= The Rite of Spring (MacMillan) =

The Rite of Spring is a one-act ballet created by Kenneth MacMillan in 1962 for the Royal Ballet, set to Igor Stravinsky's The Rite of Spring (1913). The conductor was Colin Davis, and the designs were by Sidney Nolan.

The first performance was given at the Royal Opera House, Covent Garden on 3 May 1962. The central role of the Chosen One was danced by Monica Mason who continued to tale the part in revivals up to 1982. Mason supervised later revivals, in which the Chosen One was danced by, among others, Tamara Rojo (2005 and 2008), Mara Galeazzi (2005), Zenaida Yanowsky (2005), Steven McRae (2011) and Edward Watson (2011).

==Background==
MacMillan had been invited to create a new production of The Rite of Spring for the Royal Ballet in 1959, but had declined. The company had little history of presenting Stravinsky ballets, with the exceptions of Ashton's Le baiser de la fée (1935) and Scènes de ballet (1948), and MacMillan's Dances concertantes (1955), Agon (1958) and Le baiser de la fée (1961). MacMillan took The Rite up in 1962, creating a work conspicuously removed from the Royal Ballet's classical tradition.
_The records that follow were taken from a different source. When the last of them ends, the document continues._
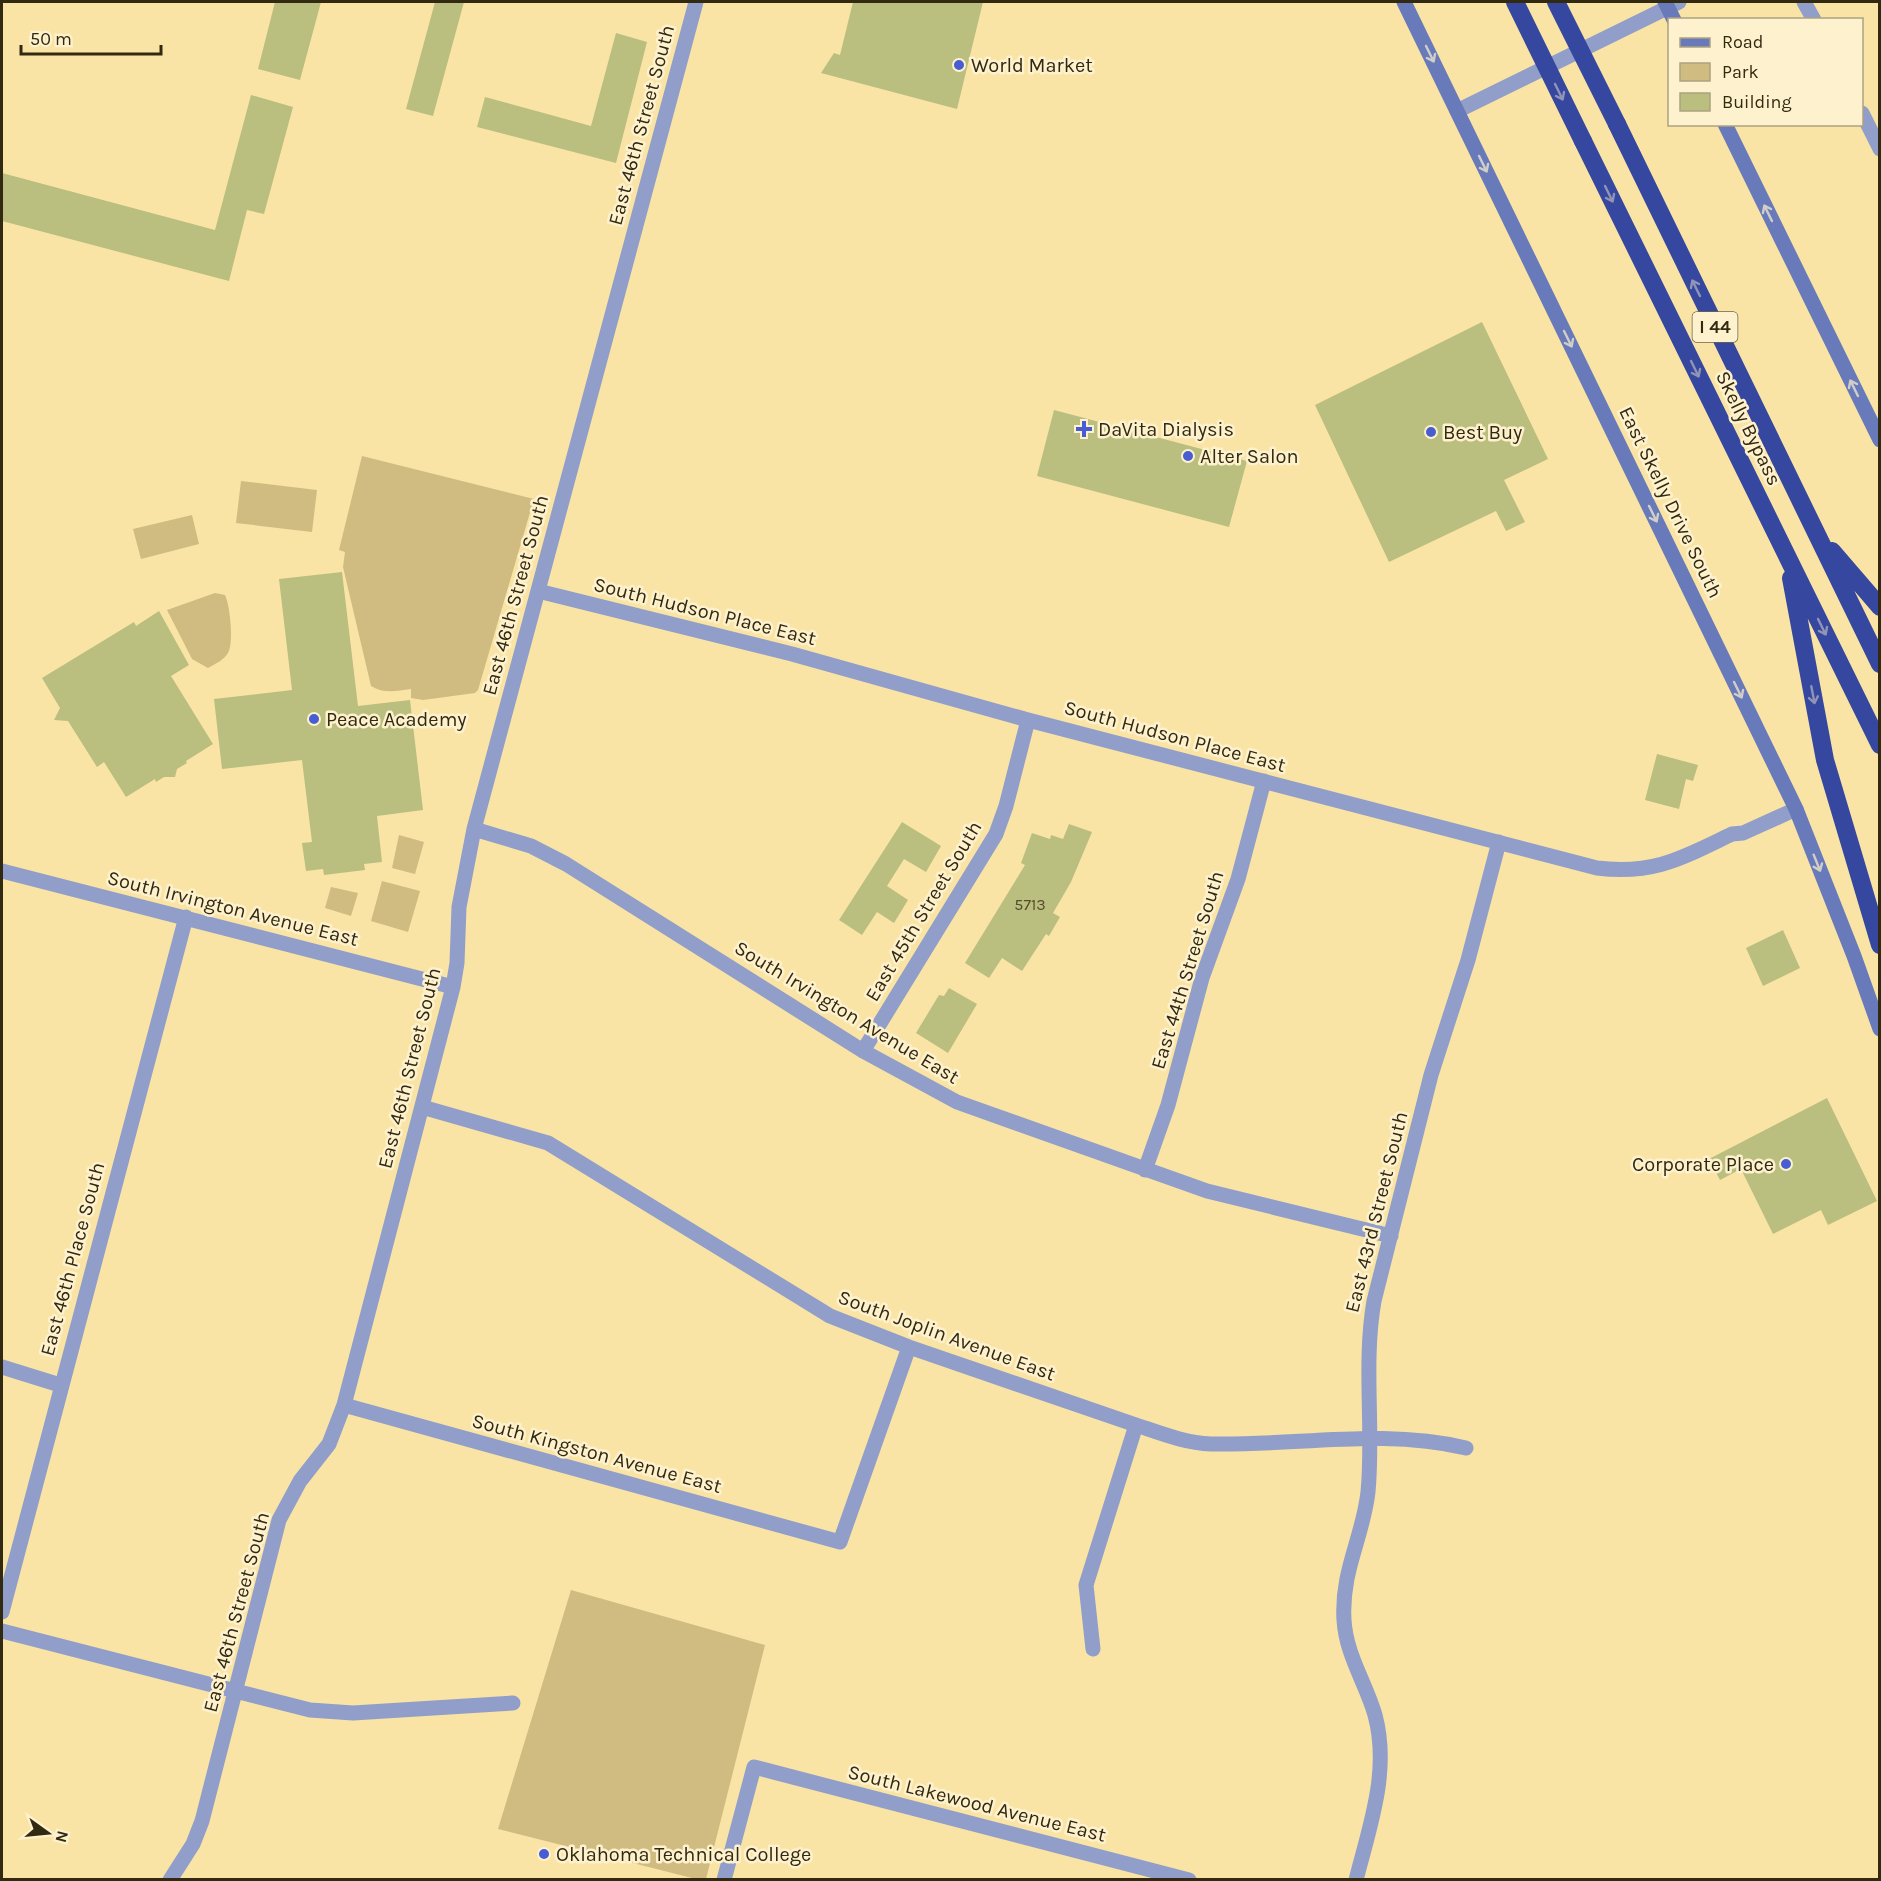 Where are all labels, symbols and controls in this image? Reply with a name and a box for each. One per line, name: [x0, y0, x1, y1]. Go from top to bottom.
scale bar: [21, 18, 160, 56]
legend: [1668, 18, 1863, 126]
street label: East 46th Street South: [604, 22, 679, 228]
text: 50 m: [30, 28, 72, 50]
text: Road: [1722, 31, 1763, 53]
one-way arrow: [1424, 45, 1436, 63]
place label: World Market: [971, 54, 1093, 77]
marker: World Market: [952, 58, 966, 72]
text: Park: [1722, 61, 1759, 83]
one-way arrow: [1554, 82, 1565, 100]
text: Building: [1722, 91, 1792, 113]
one-way arrow: [1478, 154, 1489, 172]
one-way arrow: [1604, 184, 1615, 202]
one-way arrow: [1762, 204, 1773, 222]
one-way arrow: [1690, 279, 1702, 297]
road number: I 44: [1692, 312, 1738, 342]
one-way arrow: [1563, 330, 1575, 348]
one-way arrow: [1689, 360, 1701, 378]
street label: Skelly Bypass: [1711, 367, 1786, 489]
one-way arrow: [1847, 379, 1859, 397]
street label: East Skelly Drive South: [1614, 403, 1727, 602]
place label: DaVita Dialysis: [1098, 418, 1234, 441]
marker: DaVita Dialysis: [1075, 420, 1093, 438]
place label: Best Buy: [1443, 421, 1522, 444]
marker: Best Buy: [1424, 425, 1438, 439]
place label: Alter Salon: [1200, 445, 1299, 468]
marker: Alter Salon: [1181, 449, 1195, 463]
street label: East 46th Street South: [478, 492, 553, 698]
one-way arrow: [1648, 505, 1660, 523]
street label: South Hudson Place East: [591, 573, 819, 650]
one-way arrow: [1816, 617, 1828, 635]
one-way arrow: [1733, 680, 1745, 698]
one-way arrow: [1808, 685, 1819, 705]
street label: South Hudson Place East: [1062, 696, 1289, 777]
place label: Peace Academy: [326, 708, 467, 731]
marker: Peace Academy: [307, 712, 321, 726]
street label: East 45th Street South: [860, 817, 986, 1006]
one-way arrow: [1813, 853, 1824, 872]
street label: South Irvington Avenue East: [105, 866, 361, 951]
street label: East 44th Street South: [1146, 868, 1229, 1072]
house number: 5713: [1014, 895, 1046, 914]
street label: South Irvington Avenue East: [730, 936, 964, 1089]
street label: East 46th Street South: [373, 965, 446, 1171]
street label: East 43rd Street South: [1340, 1109, 1413, 1315]
place label: Corporate Place: [1632, 1153, 1774, 1176]
marker: Corporate Place: [1779, 1157, 1793, 1171]
street label: East 46th Place South: [36, 1160, 109, 1359]
street label: South Joplin Avenue East: [835, 1285, 1059, 1386]
street label: South Kingston Avenue East: [469, 1409, 725, 1498]
street label: East 46th Street South: [199, 1509, 274, 1715]
street label: South Lakewood Avenue East: [845, 1760, 1109, 1847]
north arrow: [18, 1803, 78, 1863]
text: N: [51, 1829, 73, 1845]
place label: Oklahoma Technical College: [556, 1843, 811, 1866]
marker: Oklahoma Technical College: [537, 1847, 551, 1861]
His conception of the piece, supported by Sidney Nolan's designs, was what the commentator Stephanie Jordan calls "a generalized primitivism".
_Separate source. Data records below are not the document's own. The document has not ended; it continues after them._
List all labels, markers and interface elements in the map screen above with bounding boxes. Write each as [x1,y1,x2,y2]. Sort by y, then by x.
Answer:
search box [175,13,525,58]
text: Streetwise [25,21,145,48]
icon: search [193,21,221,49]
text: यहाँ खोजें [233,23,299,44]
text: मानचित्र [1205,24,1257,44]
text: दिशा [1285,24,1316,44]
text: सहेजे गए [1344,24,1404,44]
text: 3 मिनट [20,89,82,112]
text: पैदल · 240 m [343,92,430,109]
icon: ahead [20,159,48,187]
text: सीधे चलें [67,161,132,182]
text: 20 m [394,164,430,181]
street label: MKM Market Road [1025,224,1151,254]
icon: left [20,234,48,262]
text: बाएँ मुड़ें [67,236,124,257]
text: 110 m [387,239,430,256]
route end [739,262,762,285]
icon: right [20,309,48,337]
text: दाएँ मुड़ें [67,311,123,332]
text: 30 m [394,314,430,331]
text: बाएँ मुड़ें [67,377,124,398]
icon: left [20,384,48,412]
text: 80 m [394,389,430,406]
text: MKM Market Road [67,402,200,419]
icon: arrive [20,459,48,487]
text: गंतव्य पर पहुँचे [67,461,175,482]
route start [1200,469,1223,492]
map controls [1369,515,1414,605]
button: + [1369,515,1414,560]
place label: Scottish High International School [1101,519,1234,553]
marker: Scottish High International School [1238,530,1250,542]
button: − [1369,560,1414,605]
The scenario generally follows that of the original 1913 ballet, with minor changes such as the replacement of the Sage with three Elders, and bringing two key plot points forward in the action: the selection of the chosen one and the start of her sacrificial dance.

==Premiere==
The premiere took place on Friday 3 May 1962 at Covent Garden. Notable audience members included Queen Elizabeth the Queen Mother and Princess Margaret.

===Original cast===

| The Adolescents | Dorothea Zaymes | Margaret Lyons | Dudley Tomlinson |
|  | Mavis Osborn | Virginia Wakelyn | Lawrence Ruffell |
|  | Ann Howard | Susan Carlton | Keith Milland |
|  | Jacqueline Haslam | Carla Attree | Keith Martin |
|  | Maureen Maitland | Ann Jenner | David Morse |
|  | Gloria Bluemel | Douglas Steuart | Michael Coleman |
|  | Julie Wood | Austin Bennett |  |
| The Men | Keith Rosson | Petrus Bosman | David Jones |
|  | David Drew | Ronald Plaisted | Anthony Dowell |
|  | Bryan Lawrence | Kenneth Mason | Lambert Cox |
|  | Derek Rencher |  |  |
| The Maidens | Deanne Bergsma | Pamela Moncur | Jane Robinson |
|  | Vyvyan Lorrayne | Audrey Henderson |  |
| The Women | Ann Kenward | Louanne Richards | Glynis Ellams |
|  | Rosalind Eyre | Betty Kavanagh | Christine Anthony |
|  | Heather Clipperton |  |  |
| The Elders | Franklin White | Christopher Newton | Kenneth Barlow |
| The Chosen Maiden | Monica Mason |  |  |

Source: Royal Opera House archive.

===Critical reception===
Early reviews were mixed but generally positive; The Guardian concluded that the Royal Ballet had "made a brave musicianly and tasteful attempt" while questioning whether "the stage can really be its home – that remains unproven"; dance and dancers described it as "a singular and signal triumph"; Mason's performance was judged "brilliantly done", "one of British ballet's most memorable performances". In The Times John Percival commented that ever since Nijinsky's original attempt in 1913 The Rite had been waiting for a choreographer who could make it work on stage, and MacMillan's was the most successful version to date: "Mr MacMillan's invention can never have been more musical or assured. Time and time again Stravinsky's music, unaffectedly conducted by Mr Colin Davis, meets its match, as the choreography, with its blend of primitivism and modern jive, piles climax on climax."